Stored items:
•••
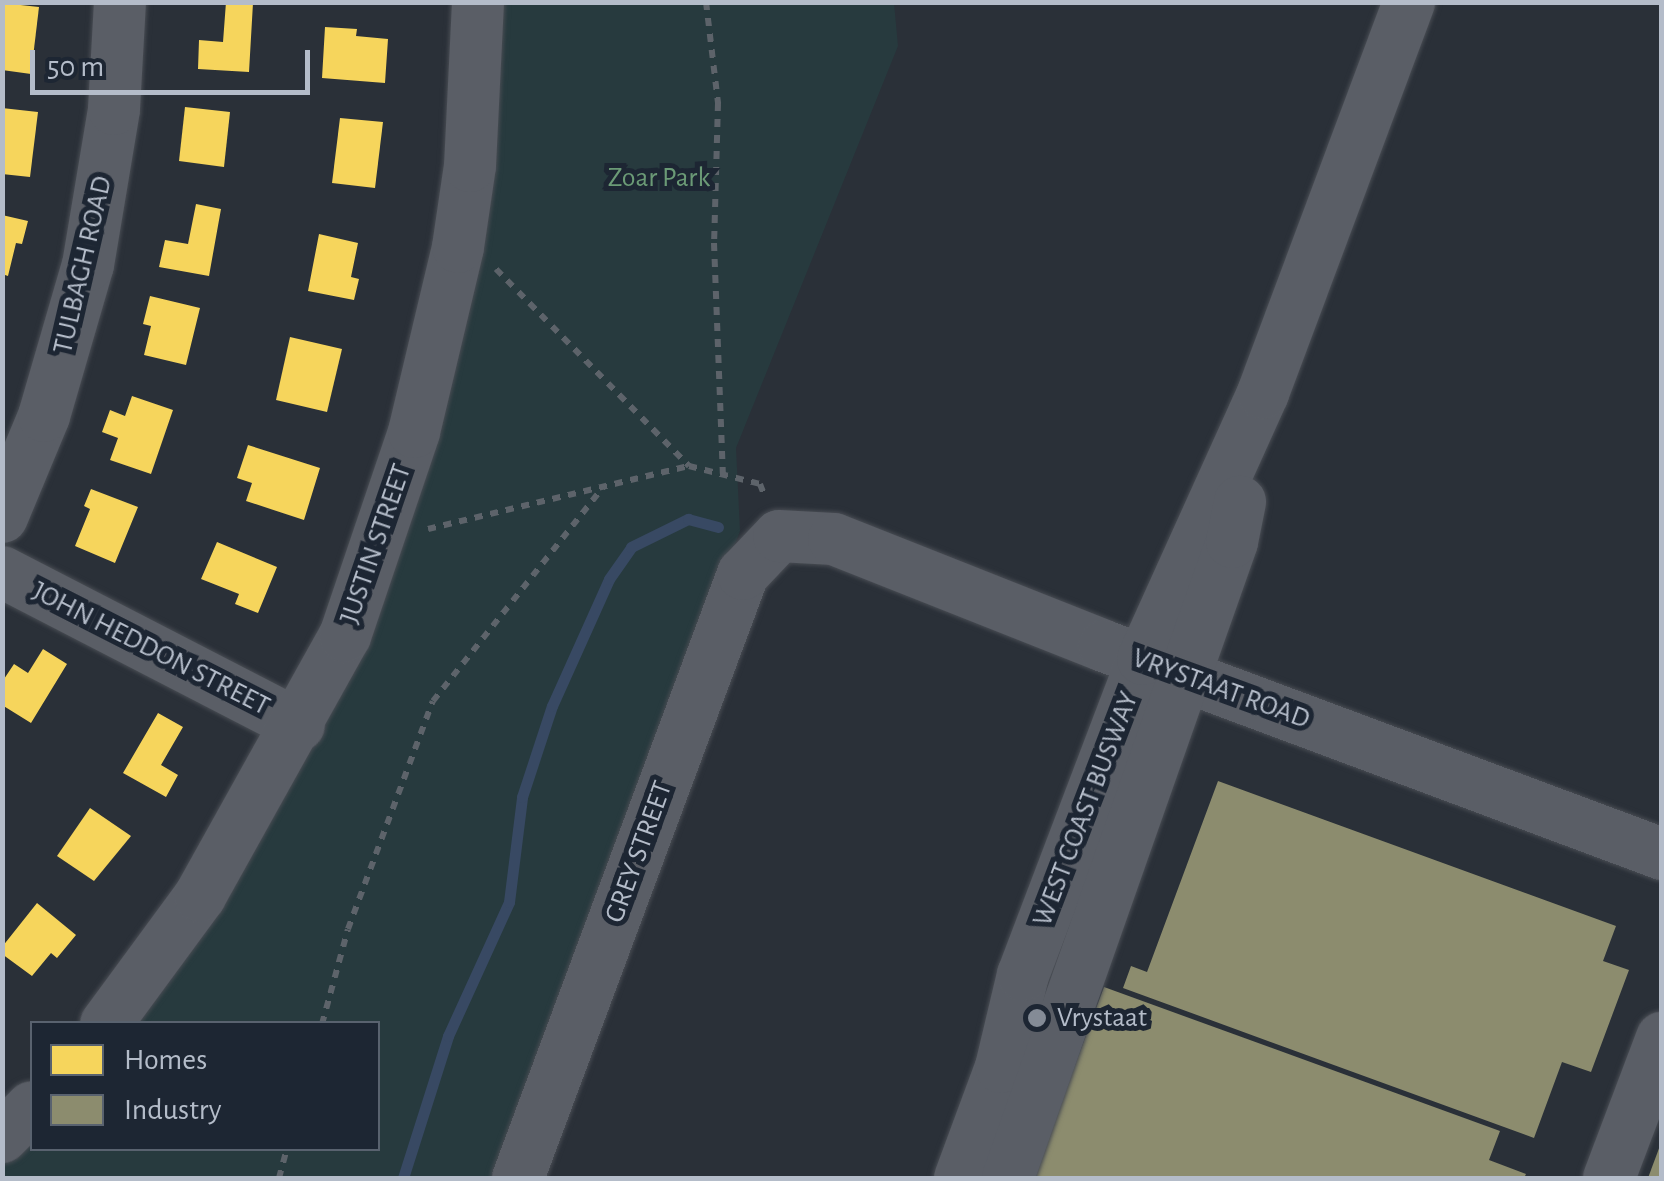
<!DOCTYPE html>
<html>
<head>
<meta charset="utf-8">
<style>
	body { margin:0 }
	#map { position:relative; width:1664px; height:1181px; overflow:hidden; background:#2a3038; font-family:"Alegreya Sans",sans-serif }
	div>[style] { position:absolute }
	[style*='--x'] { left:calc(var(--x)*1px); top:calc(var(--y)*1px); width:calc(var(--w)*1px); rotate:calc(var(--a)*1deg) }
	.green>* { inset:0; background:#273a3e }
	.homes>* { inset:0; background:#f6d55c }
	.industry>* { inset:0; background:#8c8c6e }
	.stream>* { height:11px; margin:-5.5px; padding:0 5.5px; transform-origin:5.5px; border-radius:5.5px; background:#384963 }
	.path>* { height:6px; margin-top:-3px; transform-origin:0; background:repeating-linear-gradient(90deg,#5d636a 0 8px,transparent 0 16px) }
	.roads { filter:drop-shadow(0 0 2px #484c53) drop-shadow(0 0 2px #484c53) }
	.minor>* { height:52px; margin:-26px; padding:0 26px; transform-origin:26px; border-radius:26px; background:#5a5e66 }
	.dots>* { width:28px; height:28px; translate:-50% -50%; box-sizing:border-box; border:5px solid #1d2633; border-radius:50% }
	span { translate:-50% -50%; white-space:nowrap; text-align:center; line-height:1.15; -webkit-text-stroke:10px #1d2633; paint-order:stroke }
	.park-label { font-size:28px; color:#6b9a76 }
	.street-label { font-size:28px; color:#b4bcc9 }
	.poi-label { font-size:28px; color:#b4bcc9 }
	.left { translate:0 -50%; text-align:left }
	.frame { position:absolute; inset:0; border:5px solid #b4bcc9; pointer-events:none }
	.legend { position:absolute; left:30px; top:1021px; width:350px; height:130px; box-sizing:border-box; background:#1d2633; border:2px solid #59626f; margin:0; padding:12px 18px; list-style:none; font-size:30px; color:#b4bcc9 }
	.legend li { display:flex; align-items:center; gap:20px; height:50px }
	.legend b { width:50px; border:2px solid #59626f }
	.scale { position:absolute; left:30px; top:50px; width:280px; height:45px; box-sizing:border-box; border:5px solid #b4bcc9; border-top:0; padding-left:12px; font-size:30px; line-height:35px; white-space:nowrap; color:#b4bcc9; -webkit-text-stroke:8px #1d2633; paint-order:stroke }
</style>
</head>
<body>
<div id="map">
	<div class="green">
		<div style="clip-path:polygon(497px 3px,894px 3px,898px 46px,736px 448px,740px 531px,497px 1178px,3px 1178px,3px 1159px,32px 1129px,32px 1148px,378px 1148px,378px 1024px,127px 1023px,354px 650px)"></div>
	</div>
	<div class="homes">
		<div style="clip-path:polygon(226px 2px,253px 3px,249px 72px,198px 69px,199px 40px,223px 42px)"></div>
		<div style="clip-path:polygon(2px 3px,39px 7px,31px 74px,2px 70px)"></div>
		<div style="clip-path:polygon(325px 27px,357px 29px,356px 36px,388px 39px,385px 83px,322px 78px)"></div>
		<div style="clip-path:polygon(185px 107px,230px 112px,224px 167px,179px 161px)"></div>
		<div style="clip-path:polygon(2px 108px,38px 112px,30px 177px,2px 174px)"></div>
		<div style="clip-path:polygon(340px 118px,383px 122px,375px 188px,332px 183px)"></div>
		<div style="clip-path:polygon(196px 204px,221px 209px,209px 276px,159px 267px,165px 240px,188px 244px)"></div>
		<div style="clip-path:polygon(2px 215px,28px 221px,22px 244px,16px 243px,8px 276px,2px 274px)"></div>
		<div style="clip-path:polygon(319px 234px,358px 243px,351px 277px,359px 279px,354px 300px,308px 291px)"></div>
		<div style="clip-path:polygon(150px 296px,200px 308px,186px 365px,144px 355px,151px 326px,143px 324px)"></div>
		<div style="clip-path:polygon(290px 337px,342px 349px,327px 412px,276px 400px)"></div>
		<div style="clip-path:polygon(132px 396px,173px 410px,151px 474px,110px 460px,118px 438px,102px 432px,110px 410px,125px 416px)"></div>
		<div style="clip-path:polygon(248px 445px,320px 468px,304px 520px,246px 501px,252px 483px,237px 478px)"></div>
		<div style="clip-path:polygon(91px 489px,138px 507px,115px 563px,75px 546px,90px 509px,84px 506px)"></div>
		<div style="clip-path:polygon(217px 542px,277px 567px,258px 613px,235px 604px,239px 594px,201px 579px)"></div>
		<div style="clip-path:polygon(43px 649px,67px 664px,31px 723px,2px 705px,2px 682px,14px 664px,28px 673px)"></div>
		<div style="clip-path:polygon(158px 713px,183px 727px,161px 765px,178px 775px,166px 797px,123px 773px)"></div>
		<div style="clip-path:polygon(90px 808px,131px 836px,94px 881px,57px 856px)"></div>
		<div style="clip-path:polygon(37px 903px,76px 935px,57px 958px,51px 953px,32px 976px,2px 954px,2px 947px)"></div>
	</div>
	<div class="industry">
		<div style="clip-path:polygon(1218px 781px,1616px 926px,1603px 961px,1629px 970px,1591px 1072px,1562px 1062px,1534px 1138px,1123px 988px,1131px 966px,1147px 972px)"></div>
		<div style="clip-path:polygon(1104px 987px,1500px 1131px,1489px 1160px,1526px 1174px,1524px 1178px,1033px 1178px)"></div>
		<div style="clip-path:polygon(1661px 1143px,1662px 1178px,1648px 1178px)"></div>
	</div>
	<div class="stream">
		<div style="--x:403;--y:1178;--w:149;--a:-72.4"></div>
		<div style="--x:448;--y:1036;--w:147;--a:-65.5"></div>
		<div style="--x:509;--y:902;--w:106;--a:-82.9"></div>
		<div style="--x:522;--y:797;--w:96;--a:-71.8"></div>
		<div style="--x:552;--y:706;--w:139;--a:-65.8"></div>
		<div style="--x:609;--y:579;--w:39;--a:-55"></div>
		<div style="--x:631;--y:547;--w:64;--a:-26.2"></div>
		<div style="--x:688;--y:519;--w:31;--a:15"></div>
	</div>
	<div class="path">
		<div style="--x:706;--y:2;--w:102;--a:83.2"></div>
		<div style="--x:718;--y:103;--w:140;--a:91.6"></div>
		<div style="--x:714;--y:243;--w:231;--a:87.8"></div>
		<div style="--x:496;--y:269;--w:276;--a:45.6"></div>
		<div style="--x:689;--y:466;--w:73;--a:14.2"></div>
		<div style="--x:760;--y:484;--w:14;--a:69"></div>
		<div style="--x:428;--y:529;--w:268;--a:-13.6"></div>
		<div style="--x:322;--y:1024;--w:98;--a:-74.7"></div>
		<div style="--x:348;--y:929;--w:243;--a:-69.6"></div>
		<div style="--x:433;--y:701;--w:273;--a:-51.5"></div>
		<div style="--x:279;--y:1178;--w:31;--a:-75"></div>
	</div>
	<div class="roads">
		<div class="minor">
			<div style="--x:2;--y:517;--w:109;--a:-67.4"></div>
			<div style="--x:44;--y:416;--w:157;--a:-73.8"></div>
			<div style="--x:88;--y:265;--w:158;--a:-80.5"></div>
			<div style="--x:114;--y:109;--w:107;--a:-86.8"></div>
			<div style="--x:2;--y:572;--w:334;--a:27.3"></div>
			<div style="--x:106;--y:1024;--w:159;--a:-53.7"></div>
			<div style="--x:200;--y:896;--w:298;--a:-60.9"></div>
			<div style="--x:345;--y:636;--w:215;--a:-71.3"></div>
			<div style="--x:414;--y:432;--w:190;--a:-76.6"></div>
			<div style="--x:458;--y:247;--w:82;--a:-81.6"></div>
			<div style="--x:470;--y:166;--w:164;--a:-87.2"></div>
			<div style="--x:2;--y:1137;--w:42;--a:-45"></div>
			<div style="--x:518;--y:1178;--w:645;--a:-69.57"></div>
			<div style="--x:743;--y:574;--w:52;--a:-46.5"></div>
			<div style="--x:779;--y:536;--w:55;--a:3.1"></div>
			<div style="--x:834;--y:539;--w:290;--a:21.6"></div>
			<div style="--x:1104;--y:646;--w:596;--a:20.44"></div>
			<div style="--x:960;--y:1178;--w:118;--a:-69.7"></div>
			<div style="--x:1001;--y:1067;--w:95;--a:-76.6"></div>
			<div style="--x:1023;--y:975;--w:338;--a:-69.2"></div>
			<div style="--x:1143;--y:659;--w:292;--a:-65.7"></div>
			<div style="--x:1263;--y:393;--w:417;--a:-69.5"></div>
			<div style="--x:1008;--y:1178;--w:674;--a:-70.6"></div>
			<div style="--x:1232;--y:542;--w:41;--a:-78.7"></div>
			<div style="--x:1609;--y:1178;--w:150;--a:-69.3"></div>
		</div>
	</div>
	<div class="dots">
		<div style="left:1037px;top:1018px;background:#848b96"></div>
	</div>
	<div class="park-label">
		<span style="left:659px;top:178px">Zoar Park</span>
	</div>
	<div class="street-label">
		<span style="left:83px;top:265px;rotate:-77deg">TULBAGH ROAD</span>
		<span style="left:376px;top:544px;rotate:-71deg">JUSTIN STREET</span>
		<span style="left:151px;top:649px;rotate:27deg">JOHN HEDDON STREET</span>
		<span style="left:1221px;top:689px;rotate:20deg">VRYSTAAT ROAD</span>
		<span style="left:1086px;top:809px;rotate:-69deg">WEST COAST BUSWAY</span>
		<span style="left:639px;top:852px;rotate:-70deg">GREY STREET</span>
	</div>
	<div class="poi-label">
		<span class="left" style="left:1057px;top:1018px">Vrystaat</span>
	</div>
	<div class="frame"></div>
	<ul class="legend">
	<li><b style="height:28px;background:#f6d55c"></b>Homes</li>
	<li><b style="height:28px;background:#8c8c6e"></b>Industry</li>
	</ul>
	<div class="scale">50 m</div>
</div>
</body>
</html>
•••
▶ **Activity**
For this exercise, repeat exactly the lines of the data above from the one with "translate:-50% -50%; white-space:nowrap;" down to the one with "display:flex; align-items:center; gap:20px;", both end lines included.

▶ **Reply to the exercise**
	span { translate:-50% -50%; white-space:nowrap; text-align:center; line-height:1.15; -webkit-text-stroke:10px #1d2633; paint-order:stroke }
	.park-label { font-size:28px; color:#6b9a76 }
	.street-label { font-size:28px; color:#b4bcc9 }
	.poi-label { font-size:28px; color:#b4bcc9 }
	.left { translate:0 -50%; text-align:left }
	.frame { position:absolute; inset:0; border:5px solid #b4bcc9; pointer-events:none }
	.legend { position:absolute; left:30px; top:1021px; width:350px; height:130px; box-sizing:border-box; background:#1d2633; border:2px solid #59626f; margin:0; padding:12px 18px; list-style:none; font-size:30px; color:#b4bcc9 }
	.legend li { display:flex; align-items:center; gap:20px; height:50px }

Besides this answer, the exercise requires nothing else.